**Directions:**
The answer is the number of lines in the data that contain the word "align"; give it alone.

(Saved entries)
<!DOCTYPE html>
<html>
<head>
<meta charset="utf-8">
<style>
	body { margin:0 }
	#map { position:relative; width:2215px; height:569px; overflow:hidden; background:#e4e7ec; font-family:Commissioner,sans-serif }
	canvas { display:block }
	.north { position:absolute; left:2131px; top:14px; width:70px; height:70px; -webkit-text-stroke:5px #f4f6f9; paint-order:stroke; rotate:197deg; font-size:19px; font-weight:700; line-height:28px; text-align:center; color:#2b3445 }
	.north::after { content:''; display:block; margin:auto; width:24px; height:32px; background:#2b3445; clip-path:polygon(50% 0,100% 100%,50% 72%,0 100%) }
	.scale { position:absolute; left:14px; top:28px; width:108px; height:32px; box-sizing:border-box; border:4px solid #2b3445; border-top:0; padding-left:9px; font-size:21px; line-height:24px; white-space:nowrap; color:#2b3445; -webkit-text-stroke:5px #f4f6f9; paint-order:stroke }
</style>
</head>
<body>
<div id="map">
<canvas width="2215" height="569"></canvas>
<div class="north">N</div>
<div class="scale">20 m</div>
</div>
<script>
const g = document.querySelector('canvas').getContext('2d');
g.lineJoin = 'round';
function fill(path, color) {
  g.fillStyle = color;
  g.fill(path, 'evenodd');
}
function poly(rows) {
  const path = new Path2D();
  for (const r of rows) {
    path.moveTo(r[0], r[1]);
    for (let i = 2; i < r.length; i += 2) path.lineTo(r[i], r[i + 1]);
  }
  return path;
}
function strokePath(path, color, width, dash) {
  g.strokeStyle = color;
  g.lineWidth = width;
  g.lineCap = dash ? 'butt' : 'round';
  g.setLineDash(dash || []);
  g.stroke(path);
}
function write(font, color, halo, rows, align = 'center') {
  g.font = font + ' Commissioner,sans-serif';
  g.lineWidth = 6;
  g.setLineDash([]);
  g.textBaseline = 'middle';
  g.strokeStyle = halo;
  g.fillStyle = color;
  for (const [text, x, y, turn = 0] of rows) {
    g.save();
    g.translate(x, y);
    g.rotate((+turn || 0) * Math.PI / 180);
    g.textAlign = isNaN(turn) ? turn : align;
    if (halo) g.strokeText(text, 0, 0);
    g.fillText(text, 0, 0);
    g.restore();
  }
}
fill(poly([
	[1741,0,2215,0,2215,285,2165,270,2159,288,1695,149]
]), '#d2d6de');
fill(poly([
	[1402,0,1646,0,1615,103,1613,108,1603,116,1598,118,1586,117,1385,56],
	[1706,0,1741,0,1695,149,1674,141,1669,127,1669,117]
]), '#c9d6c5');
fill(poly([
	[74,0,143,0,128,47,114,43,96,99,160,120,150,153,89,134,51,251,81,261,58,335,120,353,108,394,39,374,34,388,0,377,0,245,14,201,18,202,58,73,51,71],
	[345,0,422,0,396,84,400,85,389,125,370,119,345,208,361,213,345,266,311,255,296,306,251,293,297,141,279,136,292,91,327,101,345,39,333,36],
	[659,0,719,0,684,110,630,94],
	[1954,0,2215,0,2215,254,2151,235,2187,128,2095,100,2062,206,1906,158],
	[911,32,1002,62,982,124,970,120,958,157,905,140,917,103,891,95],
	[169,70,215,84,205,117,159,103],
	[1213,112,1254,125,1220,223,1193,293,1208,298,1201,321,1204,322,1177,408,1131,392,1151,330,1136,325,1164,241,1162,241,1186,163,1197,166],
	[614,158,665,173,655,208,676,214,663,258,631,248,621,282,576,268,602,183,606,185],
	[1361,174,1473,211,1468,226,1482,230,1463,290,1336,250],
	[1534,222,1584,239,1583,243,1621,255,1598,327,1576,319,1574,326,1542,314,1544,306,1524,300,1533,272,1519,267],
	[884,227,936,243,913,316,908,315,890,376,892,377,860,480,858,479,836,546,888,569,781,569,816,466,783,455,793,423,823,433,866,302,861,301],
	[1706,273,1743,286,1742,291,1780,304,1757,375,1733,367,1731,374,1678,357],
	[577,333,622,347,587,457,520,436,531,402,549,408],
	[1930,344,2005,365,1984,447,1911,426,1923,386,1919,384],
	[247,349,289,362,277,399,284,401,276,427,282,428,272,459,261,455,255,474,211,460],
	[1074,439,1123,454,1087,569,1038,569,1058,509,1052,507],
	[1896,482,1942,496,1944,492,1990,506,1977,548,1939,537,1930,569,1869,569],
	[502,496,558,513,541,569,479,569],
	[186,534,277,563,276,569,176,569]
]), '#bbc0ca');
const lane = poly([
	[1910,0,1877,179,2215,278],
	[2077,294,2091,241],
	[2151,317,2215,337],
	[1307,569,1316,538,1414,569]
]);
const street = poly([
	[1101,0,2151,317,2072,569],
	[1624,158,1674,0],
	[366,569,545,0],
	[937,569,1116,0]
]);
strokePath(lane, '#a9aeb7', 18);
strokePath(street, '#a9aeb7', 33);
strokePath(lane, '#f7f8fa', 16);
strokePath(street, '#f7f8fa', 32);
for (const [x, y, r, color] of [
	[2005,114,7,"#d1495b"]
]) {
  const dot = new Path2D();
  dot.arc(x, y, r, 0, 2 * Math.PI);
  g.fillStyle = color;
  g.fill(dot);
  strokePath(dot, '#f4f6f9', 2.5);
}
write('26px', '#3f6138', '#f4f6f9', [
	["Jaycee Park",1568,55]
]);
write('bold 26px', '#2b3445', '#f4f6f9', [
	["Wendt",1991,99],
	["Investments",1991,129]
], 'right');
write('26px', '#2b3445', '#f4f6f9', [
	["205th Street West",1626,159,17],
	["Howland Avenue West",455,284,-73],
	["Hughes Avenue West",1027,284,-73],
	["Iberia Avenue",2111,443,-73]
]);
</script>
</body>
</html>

**Task output:**
3